◆ **WORK TO BE COMPLETED**:
If a line below contains the string "linecap", return that line.

================

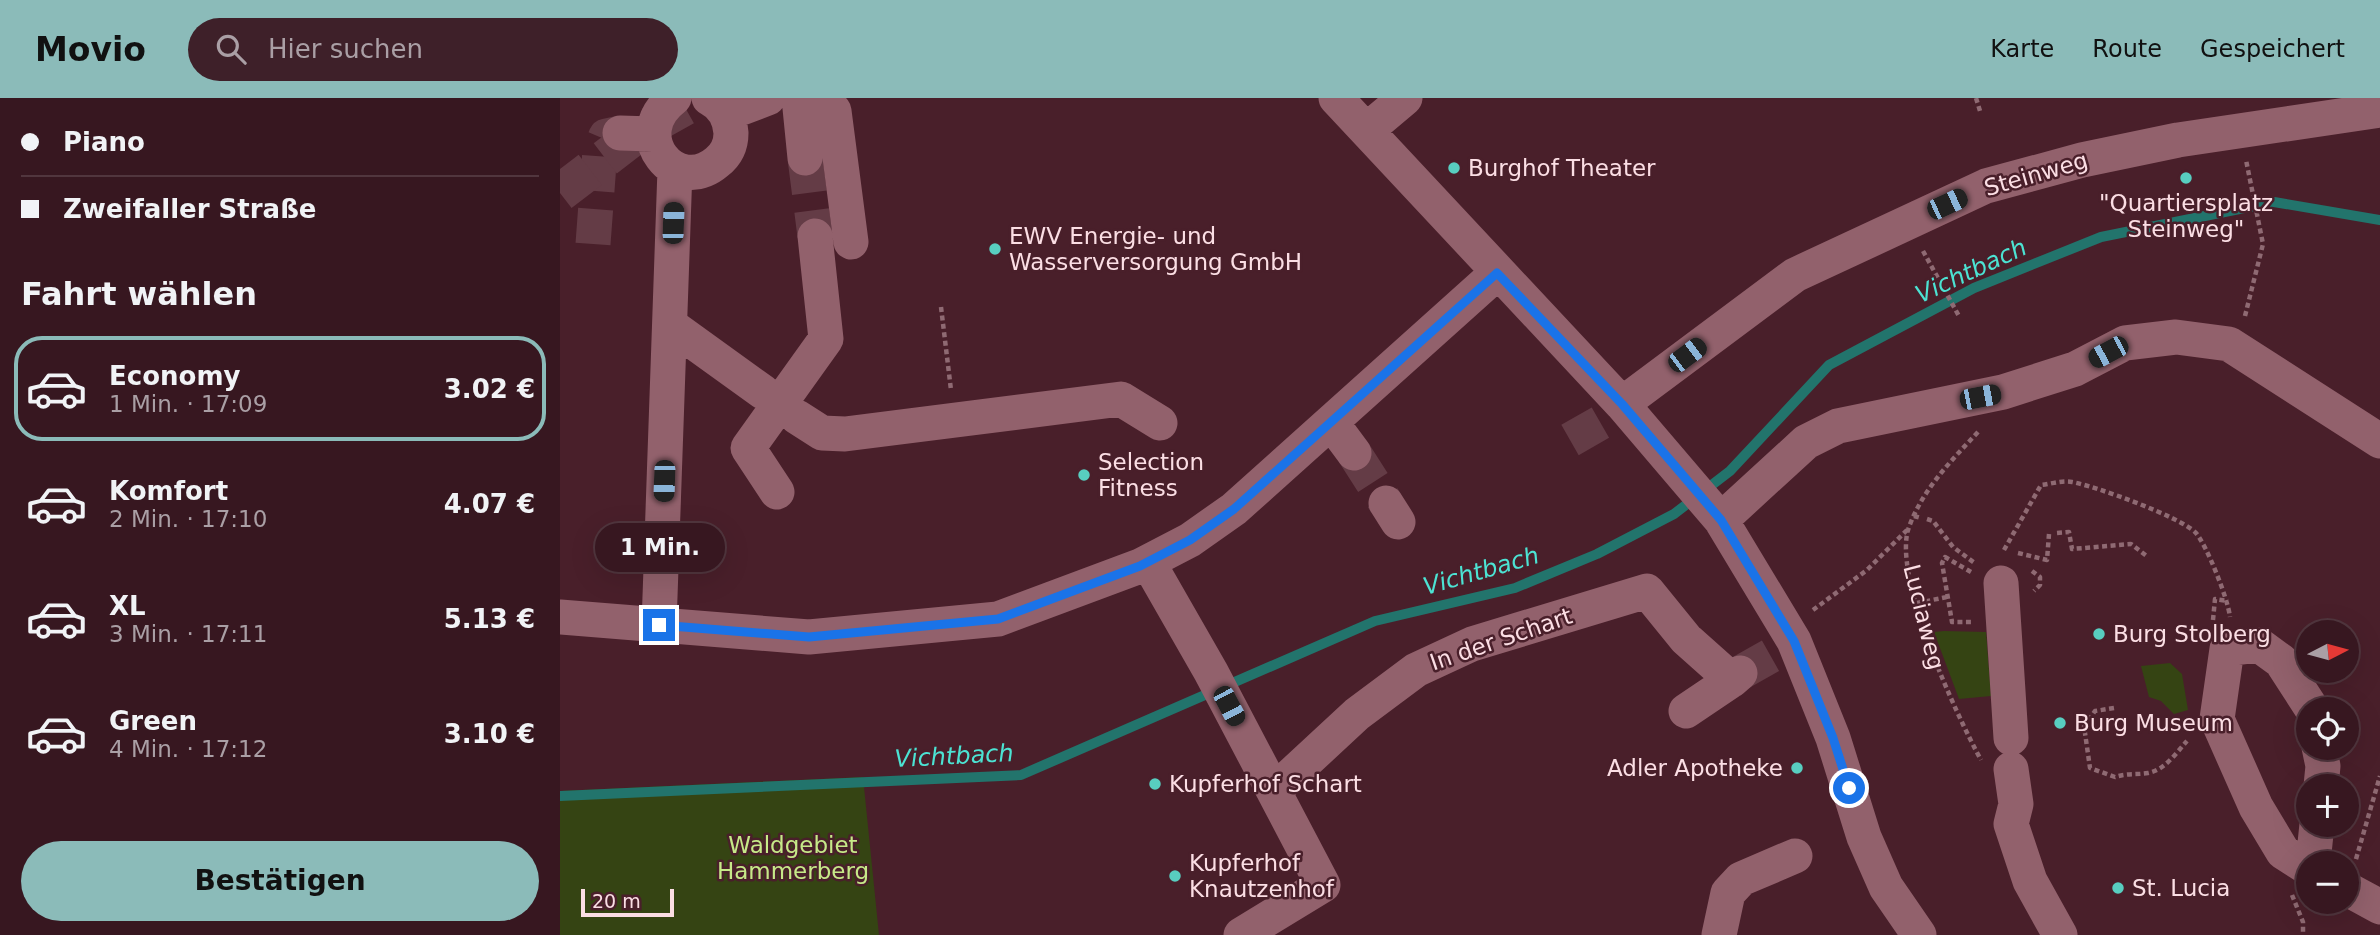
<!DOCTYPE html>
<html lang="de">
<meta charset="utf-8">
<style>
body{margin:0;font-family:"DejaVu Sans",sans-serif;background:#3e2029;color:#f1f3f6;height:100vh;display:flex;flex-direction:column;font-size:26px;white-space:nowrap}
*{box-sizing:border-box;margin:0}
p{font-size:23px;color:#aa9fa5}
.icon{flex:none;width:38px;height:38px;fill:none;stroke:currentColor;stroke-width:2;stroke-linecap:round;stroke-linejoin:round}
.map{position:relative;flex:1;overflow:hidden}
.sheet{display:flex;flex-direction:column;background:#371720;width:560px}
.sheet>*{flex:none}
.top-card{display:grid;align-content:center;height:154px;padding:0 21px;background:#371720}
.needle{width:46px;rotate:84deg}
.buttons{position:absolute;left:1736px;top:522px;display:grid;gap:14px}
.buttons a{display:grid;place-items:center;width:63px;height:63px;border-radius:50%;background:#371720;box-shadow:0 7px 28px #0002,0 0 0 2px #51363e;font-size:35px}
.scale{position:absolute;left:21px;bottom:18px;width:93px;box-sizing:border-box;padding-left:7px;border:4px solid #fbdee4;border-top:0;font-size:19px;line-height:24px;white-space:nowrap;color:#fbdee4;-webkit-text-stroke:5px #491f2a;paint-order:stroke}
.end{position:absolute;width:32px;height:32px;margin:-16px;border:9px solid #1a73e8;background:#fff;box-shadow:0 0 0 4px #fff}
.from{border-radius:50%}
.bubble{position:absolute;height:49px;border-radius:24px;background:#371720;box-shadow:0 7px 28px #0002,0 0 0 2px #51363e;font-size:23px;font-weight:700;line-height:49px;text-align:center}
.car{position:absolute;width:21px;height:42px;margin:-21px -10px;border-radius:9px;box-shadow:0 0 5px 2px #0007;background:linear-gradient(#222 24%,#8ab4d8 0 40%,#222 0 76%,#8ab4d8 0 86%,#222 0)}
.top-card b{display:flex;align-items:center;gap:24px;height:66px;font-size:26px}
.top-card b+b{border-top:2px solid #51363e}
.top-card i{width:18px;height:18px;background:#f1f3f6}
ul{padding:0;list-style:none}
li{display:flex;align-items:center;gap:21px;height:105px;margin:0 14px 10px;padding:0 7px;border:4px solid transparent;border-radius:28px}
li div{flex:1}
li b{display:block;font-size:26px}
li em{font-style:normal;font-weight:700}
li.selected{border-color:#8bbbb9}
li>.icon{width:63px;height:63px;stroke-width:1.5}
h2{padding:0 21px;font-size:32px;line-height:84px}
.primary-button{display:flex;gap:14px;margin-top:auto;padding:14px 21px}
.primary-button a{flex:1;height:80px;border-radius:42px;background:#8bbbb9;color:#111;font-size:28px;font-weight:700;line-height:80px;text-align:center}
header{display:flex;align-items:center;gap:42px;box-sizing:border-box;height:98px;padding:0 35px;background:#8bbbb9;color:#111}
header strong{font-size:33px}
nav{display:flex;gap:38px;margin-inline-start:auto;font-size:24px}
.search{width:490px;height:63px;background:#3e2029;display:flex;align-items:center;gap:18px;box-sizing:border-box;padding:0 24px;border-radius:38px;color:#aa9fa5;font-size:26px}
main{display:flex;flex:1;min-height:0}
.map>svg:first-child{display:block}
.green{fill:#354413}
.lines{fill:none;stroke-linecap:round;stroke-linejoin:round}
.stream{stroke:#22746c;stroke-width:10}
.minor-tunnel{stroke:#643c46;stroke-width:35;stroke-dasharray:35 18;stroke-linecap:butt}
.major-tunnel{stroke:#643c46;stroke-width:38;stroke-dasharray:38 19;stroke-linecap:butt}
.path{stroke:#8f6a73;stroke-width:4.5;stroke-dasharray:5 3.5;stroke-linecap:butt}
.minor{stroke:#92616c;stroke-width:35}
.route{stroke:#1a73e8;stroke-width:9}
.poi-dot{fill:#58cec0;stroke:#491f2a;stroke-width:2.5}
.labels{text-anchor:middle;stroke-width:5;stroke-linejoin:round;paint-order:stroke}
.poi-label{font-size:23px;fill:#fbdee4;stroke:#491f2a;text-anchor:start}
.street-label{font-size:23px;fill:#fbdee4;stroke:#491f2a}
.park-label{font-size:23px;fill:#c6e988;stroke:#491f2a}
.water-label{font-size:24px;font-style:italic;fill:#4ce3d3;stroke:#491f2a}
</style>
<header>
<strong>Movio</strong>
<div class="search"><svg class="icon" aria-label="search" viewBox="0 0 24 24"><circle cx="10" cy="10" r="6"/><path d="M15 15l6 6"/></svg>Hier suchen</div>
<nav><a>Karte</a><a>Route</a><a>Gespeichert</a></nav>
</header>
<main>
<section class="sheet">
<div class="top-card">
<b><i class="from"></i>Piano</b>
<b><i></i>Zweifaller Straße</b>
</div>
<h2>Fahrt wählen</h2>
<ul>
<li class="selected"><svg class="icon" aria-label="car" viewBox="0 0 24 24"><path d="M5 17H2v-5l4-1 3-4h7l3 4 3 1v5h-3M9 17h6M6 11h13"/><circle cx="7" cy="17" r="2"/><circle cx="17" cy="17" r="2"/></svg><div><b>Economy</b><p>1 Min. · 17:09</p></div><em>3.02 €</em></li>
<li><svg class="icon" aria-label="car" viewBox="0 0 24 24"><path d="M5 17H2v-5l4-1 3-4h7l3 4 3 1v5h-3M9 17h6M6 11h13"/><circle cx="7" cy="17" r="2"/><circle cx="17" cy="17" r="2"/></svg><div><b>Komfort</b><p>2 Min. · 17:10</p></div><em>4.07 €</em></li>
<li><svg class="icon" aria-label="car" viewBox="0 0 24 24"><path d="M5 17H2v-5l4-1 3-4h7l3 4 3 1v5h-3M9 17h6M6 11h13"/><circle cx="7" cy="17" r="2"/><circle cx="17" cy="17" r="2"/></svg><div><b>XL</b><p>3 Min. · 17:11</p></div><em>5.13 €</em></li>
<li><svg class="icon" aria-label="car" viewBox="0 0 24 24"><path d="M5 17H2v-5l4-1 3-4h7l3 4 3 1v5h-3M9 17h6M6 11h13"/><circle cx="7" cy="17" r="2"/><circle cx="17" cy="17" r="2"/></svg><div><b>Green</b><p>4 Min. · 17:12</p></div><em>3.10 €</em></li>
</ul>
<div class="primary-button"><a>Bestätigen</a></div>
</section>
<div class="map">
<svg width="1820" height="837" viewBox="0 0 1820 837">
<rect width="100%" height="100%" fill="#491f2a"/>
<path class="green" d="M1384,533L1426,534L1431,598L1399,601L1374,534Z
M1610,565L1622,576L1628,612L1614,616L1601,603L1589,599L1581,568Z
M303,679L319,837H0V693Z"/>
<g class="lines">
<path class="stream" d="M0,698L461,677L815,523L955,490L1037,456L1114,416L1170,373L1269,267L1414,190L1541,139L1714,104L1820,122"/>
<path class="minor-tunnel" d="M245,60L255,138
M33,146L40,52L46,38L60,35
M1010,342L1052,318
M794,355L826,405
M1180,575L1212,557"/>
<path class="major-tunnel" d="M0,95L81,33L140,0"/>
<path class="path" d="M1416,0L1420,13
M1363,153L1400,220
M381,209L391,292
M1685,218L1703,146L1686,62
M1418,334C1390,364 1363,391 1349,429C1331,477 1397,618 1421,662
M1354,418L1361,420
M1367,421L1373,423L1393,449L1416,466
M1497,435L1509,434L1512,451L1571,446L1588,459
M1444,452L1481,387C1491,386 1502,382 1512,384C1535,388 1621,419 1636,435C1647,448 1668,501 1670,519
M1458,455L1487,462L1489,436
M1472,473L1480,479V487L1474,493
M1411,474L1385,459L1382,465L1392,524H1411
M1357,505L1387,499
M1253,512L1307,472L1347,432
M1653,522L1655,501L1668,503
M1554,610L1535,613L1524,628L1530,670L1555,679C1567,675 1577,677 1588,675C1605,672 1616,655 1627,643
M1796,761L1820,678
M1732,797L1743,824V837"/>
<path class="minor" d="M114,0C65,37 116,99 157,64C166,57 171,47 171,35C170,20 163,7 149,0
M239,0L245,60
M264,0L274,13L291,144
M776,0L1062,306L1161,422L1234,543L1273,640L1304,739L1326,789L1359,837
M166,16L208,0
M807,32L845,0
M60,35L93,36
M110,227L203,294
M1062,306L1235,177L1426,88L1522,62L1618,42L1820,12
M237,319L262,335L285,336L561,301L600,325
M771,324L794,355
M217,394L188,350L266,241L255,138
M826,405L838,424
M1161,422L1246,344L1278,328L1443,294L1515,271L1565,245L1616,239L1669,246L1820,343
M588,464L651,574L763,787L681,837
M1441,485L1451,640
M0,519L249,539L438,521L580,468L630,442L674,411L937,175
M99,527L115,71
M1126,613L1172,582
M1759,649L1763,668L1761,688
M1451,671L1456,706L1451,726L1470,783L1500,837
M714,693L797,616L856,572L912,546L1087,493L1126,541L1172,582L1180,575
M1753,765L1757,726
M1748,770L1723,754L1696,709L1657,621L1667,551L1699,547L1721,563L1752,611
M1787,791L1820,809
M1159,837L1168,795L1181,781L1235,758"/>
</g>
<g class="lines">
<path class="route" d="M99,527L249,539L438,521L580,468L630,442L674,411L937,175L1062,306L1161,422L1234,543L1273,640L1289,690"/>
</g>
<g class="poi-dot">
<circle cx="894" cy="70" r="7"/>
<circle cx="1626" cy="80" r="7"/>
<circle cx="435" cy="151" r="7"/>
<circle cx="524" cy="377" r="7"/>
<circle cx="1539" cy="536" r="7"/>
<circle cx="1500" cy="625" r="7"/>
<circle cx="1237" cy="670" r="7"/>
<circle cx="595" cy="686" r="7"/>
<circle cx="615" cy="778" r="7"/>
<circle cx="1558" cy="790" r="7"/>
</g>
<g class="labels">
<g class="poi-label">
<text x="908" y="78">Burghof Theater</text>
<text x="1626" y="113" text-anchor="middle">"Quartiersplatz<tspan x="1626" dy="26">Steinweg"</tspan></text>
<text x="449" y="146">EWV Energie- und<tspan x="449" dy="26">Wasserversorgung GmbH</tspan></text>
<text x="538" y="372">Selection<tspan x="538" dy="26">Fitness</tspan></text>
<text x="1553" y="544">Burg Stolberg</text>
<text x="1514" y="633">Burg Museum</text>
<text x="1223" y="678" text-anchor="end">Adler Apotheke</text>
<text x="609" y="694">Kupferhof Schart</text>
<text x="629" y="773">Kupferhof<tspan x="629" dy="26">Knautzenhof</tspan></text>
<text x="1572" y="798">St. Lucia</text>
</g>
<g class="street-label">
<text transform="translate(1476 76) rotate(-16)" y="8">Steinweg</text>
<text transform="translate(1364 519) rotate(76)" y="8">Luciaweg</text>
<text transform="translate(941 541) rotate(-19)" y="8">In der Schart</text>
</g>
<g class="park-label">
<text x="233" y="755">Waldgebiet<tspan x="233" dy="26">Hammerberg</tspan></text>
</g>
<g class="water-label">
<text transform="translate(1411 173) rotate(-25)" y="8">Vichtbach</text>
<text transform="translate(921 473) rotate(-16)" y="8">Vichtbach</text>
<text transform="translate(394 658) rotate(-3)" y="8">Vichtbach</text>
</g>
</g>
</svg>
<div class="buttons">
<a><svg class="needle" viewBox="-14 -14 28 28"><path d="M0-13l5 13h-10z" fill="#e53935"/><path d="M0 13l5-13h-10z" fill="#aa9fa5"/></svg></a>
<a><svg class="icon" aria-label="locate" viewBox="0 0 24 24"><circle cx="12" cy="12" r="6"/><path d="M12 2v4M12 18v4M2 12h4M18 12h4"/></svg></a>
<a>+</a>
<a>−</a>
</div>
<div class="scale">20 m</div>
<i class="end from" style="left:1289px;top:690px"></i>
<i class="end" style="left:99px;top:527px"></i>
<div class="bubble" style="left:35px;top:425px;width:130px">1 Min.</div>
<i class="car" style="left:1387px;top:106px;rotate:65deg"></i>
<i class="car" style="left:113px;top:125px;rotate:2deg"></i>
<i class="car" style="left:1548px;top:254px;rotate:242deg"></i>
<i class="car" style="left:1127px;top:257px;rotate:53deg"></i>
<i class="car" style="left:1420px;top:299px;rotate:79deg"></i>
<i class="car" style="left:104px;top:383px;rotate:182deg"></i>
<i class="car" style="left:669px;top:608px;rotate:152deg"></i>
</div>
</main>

================

◆ **RESULT FOR THIS TASK**:
.icon{flex:none;width:38px;height:38px;fill:none;stroke:currentColor;stroke-width:2;stroke-linecap:round;stroke-linejoin:round}
.lines{fill:none;stroke-linecap:round;stroke-linejoin:round}
.minor-tunnel{stroke:#643c46;stroke-width:35;stroke-dasharray:35 18;stroke-linecap:butt}
.major-tunnel{stroke:#643c46;stroke-width:38;stroke-dasharray:38 19;stroke-linecap:butt}
.path{stroke:#8f6a73;stroke-width:4.5;stroke-dasharray:5 3.5;stroke-linecap:butt}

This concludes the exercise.